> [AVAILABLE DATA]:
________________________________________

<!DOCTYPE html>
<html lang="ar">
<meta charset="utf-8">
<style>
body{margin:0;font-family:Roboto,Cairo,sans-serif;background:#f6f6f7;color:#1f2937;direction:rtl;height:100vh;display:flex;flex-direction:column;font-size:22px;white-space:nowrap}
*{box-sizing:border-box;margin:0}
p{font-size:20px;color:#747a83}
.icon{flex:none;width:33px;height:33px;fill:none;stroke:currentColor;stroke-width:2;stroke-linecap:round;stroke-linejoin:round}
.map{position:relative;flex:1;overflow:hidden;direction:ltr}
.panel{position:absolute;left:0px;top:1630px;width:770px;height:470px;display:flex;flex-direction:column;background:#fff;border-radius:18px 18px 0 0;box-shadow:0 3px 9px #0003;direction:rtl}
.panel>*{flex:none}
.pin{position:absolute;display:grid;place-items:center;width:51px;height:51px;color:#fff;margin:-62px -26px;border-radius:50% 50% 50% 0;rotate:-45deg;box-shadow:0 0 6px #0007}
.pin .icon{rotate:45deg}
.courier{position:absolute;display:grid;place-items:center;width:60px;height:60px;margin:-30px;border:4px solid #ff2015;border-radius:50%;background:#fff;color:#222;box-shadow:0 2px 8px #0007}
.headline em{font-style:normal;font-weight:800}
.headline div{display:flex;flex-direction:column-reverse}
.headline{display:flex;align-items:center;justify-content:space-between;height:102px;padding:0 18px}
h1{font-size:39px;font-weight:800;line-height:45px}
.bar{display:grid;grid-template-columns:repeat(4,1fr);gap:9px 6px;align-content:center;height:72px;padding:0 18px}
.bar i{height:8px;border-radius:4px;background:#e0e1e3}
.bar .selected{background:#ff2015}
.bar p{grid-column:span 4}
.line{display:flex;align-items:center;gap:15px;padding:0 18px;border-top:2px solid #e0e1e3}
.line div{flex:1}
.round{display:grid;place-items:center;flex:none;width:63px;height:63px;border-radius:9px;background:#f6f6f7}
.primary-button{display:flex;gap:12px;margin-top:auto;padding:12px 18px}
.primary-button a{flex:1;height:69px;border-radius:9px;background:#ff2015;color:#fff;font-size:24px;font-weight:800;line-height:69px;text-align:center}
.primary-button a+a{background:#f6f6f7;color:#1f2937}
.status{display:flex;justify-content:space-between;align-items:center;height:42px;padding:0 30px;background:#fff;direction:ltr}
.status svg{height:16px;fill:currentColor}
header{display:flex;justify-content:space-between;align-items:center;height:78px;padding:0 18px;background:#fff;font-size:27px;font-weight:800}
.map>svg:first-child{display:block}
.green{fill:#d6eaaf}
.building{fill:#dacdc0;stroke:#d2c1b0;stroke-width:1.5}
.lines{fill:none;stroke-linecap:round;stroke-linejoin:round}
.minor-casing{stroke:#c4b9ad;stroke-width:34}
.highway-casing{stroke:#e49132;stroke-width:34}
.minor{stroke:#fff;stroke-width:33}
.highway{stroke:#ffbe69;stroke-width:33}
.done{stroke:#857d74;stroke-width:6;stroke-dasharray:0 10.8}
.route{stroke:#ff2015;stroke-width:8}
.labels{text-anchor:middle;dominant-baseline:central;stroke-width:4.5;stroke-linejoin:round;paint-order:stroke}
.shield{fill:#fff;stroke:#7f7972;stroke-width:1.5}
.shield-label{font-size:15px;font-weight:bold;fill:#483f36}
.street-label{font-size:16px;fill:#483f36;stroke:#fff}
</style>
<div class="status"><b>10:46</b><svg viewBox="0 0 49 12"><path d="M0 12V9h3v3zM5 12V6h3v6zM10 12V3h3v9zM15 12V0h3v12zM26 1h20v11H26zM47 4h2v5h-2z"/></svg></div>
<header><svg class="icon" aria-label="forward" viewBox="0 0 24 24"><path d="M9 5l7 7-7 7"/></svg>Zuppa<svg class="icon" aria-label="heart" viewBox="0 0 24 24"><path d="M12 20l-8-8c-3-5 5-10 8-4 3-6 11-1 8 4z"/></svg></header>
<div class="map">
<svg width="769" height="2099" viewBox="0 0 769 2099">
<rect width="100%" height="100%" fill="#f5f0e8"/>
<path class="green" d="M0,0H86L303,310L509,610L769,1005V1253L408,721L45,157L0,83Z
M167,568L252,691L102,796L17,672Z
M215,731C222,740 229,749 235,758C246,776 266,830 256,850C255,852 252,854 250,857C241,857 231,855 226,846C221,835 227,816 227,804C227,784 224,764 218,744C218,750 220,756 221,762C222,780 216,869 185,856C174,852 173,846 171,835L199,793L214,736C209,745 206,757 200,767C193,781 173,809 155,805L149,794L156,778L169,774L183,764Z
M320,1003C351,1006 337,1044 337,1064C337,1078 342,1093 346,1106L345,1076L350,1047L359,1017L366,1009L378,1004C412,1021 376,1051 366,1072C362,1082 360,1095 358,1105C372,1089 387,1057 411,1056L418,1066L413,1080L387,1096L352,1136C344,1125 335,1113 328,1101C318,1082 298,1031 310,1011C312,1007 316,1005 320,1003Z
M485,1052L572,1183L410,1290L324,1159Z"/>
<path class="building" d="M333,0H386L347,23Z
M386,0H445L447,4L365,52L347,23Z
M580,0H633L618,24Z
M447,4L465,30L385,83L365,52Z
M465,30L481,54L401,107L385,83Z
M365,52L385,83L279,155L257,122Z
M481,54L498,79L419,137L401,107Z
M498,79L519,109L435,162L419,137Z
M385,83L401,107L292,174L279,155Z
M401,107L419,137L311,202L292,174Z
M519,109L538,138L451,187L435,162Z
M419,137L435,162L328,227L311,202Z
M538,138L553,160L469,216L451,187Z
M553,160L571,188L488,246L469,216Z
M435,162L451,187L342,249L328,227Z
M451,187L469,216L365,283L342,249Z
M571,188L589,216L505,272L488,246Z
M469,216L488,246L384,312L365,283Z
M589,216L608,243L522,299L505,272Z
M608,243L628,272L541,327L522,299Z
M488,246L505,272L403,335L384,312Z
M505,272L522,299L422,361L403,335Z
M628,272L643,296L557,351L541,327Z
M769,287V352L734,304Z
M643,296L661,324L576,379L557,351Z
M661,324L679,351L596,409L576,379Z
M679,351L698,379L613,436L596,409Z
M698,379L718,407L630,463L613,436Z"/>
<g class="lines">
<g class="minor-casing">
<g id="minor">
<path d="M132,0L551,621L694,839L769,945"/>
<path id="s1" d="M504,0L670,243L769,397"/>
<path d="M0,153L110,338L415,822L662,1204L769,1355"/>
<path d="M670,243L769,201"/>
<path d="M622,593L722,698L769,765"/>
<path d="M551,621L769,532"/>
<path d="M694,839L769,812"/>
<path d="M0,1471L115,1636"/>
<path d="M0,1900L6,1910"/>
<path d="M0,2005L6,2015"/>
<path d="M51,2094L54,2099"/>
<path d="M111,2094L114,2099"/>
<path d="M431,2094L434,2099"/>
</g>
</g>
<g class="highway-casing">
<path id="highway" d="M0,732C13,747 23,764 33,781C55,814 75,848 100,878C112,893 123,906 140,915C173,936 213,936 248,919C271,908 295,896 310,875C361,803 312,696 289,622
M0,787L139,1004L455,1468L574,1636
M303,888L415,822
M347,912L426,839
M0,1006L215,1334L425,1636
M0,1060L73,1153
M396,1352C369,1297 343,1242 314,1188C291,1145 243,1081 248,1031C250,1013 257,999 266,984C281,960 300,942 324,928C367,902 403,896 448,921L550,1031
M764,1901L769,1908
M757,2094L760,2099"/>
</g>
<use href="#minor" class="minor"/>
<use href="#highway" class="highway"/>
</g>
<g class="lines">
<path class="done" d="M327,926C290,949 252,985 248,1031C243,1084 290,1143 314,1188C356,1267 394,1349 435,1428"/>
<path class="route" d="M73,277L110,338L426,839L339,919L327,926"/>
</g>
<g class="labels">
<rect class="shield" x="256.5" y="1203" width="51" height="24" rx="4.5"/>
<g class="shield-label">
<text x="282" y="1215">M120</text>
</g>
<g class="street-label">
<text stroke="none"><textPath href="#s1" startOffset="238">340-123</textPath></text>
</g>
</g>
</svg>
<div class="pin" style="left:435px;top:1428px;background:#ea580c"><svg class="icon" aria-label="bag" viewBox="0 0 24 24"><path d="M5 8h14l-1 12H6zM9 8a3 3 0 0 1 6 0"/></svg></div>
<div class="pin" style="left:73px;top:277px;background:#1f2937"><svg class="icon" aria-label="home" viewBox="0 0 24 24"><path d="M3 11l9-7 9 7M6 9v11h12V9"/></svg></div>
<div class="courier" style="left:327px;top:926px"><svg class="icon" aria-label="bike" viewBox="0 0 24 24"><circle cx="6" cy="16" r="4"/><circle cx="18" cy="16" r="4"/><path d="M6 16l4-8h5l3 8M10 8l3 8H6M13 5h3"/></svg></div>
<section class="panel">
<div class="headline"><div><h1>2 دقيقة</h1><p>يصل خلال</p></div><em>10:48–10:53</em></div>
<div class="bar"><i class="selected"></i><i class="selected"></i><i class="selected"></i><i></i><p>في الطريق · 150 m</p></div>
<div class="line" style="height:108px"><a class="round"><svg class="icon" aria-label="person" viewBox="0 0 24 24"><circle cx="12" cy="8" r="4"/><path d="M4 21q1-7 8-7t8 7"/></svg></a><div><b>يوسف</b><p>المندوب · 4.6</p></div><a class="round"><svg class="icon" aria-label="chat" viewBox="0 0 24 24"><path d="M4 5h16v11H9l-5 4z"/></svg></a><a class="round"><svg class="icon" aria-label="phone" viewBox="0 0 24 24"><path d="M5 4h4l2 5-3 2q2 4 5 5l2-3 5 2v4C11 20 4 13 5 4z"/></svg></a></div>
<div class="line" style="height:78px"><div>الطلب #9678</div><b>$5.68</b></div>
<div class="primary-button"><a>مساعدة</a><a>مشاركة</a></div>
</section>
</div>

________________________________________

> [WHAT THE TASK REQUIRES]: Please report all lines in the entries where "rotate" appears.

> [SOLUTION FOR THIS PROBLEM]:
.pin{position:absolute;display:grid;place-items:center;width:51px;height:51px;color:#fff;margin:-62px -26px;border-radius:50% 50% 50% 0;rotate:-45deg;box-shadow:0 0 6px #0007}
.pin .icon{rotate:45deg}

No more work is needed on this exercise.